§ **ACTION ITEM**
Copy each record below faithfully, leaving out images.

§ **EXTRACTED MATERIAL**
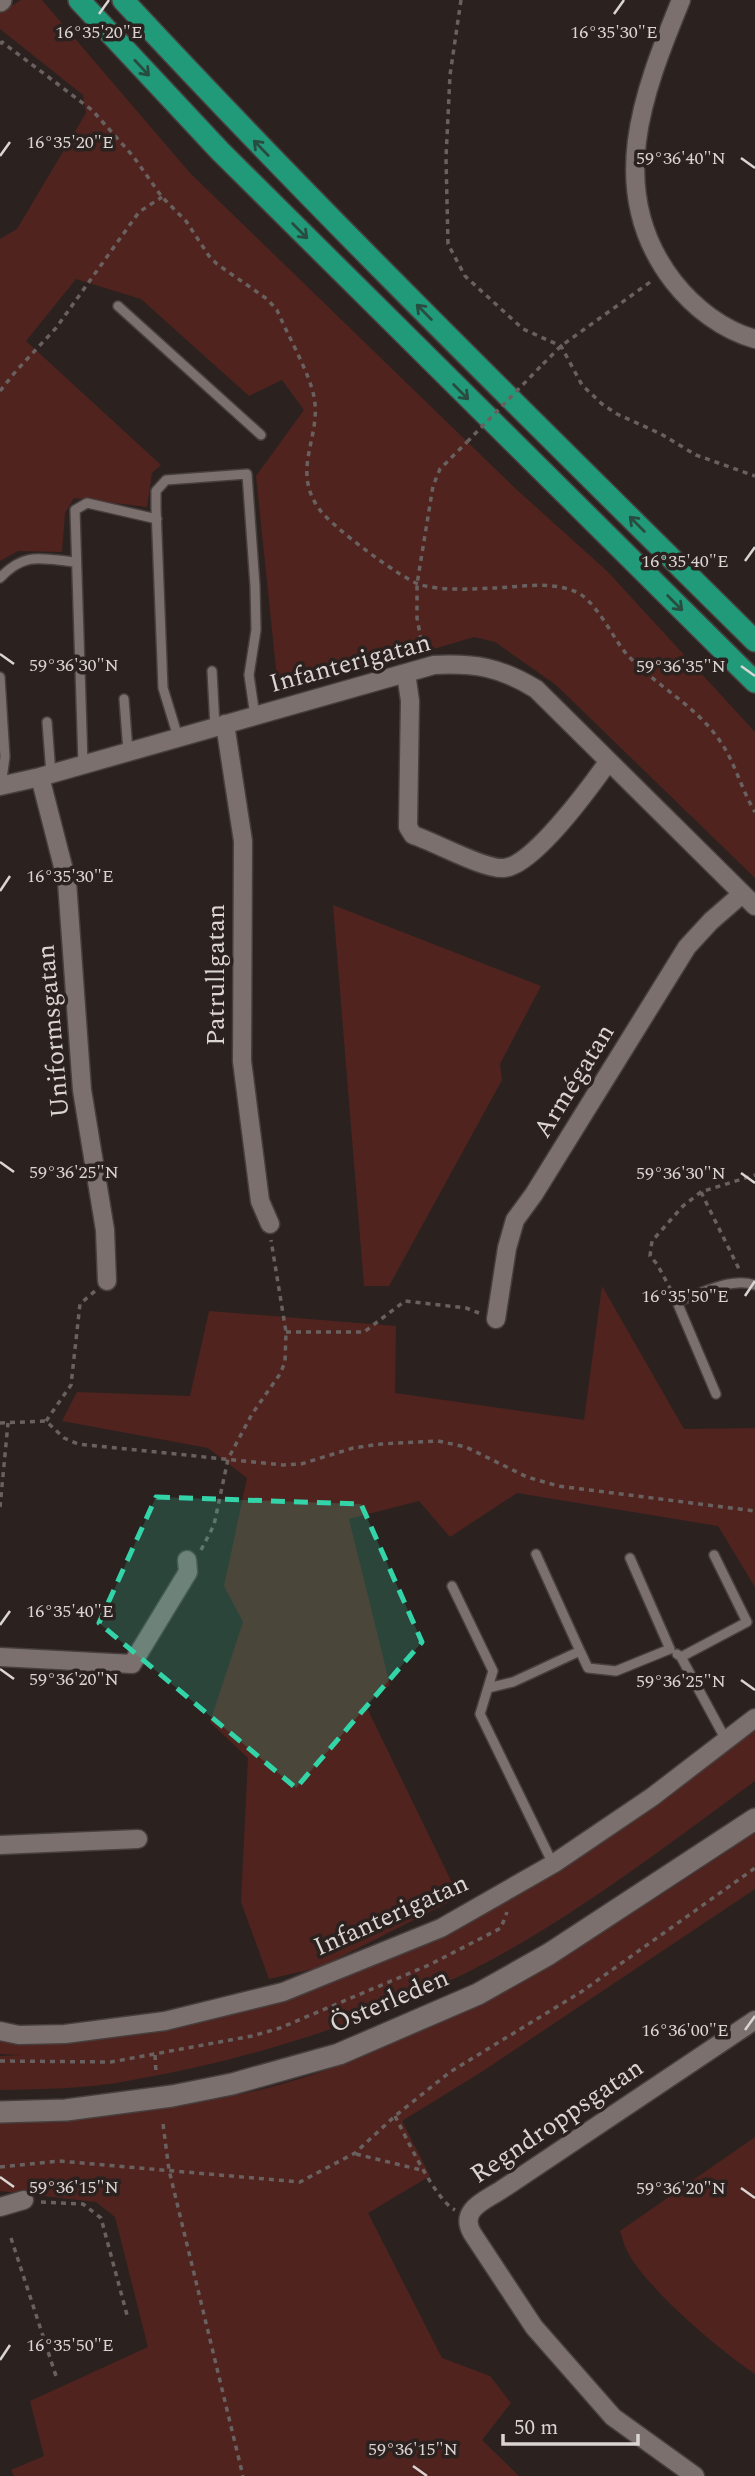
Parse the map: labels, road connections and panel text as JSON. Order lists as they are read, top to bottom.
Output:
{
  "streets": {
    "main road": ["Österleden"],
    "street": [
      "Infanterigatan",
      "Patrullgatan",
      "Uniformsgatan",
      "Armégatan",
      "Regndroppsgatan"
    ]
  },
  "crossings": [
    ["Infanterigatan", "Patrullgatan"],
    ["Infanterigatan", "Uniformsgatan"],
    ["Infanterigatan", "Armégatan"]
  ],
  "scale_bar": "50 m",
  "coordinates": [
    "16°35'20\"E",
    "16°35'30\"E",
    "59°36'40\"N",
    "16°35'40\"E",
    "59°36'30\"N",
    "59°36'35\"N",
    "59°36'25\"N",
    "16°35'50\"E",
    "59°36'20\"N",
    "16°36'00\"E",
    "59°36'15\"N"
  ]
}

§ **RESPONSE BELOW**
Parse the map: labels, road connections and panel text as JSON. Order lists as they are read, top to bottom.
Output:
{
  "streets": {
    "main road": ["Österleden"],
    "street": [
      "Infanterigatan",
      "Patrullgatan",
      "Uniformsgatan",
      "Armégatan",
      "Regndroppsgatan"
    ]
  },
  "crossings": [
    ["Infanterigatan", "Patrullgatan"],
    ["Infanterigatan", "Uniformsgatan"],
    ["Infanterigatan", "Armégatan"]
  ],
  "scale_bar": "50 m",
  "coordinates": [
    "16°35'20\"E",
    "16°35'30\"E",
    "59°36'40\"N",
    "16°35'40\"E",
    "59°36'30\"N",
    "59°36'35\"N",
    "59°36'25\"N",
    "16°35'50\"E",
    "59°36'20\"N",
    "16°36'00\"E",
    "59°36'15\"N"
  ]
}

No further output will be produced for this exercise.